The figure given here is a four-sided polygon that is divided into three triangles: △ ABE , △ BDE , and △ BCD . The measures of four angles are given. First, find m ∠ CBD . Notice that ∠ CBD is an angle in △ BCD and the measures of the other two angles in △ BCD are given, m ∠ C = 93° and m ∠ BDC = 42°. Use the Triangle Sum Theorem (sum of a triangle’s three angles is 180°) to write an equation and solve the equation to find m ∠ CBD . Now, find m ∠ EAB . Notice that ∠ EAB is an angle in △ ABE . However, the measure of only one other angle in △ ABE is given, m ∠ AEB = 48°. So, m ∠ ABE must be found before the Triangle Sum Theorem can be used. Since ∠ ABE is one of three angles that form a straight angle and the measures of the other two angles are known, use the definition of a straight angle (a straight angle measures 180°) to write an equation. m ∠ ABE + m ∠ EBD + m ∠ CBD = 180° Now substitute the known measures of ∠ EBD and ∠ CBD into the equation and solve to find m ∠ ABE . Once m ∠ ABE is found, the Triangle Sum Theorem can be used with △ ABE to find m ∠ EAB .
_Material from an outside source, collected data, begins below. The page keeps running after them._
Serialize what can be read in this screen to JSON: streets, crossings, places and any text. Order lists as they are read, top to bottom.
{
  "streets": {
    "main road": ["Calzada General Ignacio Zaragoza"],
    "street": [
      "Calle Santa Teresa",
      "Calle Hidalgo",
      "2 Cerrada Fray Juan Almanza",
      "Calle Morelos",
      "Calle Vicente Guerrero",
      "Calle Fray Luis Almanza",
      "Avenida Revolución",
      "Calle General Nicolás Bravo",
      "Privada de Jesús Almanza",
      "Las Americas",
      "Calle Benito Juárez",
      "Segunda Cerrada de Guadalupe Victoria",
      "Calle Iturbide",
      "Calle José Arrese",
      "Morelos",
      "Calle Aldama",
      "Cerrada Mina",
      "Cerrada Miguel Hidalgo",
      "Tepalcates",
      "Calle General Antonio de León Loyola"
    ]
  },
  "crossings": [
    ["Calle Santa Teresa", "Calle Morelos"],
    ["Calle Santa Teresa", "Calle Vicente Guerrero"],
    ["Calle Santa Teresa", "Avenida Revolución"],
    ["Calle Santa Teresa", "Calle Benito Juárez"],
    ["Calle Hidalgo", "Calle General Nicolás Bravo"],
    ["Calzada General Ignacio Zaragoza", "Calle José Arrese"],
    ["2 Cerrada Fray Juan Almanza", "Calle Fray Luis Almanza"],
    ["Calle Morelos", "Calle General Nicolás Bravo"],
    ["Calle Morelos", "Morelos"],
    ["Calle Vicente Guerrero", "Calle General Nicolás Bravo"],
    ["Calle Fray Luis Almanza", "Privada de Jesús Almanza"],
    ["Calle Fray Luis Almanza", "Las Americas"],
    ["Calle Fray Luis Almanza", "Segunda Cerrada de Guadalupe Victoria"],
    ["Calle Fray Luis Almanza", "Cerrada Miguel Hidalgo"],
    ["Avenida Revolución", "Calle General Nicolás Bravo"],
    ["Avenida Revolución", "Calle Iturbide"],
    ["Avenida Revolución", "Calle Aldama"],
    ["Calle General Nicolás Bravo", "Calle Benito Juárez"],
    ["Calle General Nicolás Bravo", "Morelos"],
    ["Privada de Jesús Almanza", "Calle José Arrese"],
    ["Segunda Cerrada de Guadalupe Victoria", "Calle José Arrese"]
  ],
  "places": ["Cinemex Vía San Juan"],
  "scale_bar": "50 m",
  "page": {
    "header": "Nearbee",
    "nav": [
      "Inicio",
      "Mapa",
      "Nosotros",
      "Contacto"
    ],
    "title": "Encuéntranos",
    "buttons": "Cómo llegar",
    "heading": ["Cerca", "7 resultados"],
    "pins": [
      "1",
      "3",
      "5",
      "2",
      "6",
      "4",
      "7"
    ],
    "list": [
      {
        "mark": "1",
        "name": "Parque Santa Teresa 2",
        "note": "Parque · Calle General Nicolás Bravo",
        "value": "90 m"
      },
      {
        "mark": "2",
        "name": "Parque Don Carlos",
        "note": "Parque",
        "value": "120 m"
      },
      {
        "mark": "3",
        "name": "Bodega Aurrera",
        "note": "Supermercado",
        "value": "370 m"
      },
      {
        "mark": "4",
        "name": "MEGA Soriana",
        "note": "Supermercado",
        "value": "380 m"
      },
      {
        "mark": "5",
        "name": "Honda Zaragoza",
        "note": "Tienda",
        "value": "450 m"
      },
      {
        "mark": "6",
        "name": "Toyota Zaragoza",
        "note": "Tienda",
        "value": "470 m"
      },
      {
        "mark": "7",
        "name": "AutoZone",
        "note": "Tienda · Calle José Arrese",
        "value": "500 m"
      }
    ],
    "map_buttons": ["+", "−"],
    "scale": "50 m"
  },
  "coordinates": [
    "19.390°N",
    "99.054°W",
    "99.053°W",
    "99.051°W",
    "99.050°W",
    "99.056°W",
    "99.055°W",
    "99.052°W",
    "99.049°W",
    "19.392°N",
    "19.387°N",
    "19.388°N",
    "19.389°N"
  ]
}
Example 2 Finding Angle Measures in Right Angles

The first corollary states that in a right triangle, the two acute angles must be complementary (their sum is 90°). This corollary follows from the Triangle Sum Theorem. By the Triangle Sum Theorem, the sum of the angle measures of a triangle is always 180°. In a right triangle, one of those three angles is 90°. So, the sum of the other two angles must be 180° − 90°, or 90°, which means those two angles are complementary. The second corollary states that each angle measures 60° in an equiangular triangle. Again, by the Triangle Sum Theorem, the sum of the angle measures of a triangle is always 180°. In an equiangular triangle all three angles are congruent. Therefore, the measure of each angle is 180°/3, or 60°.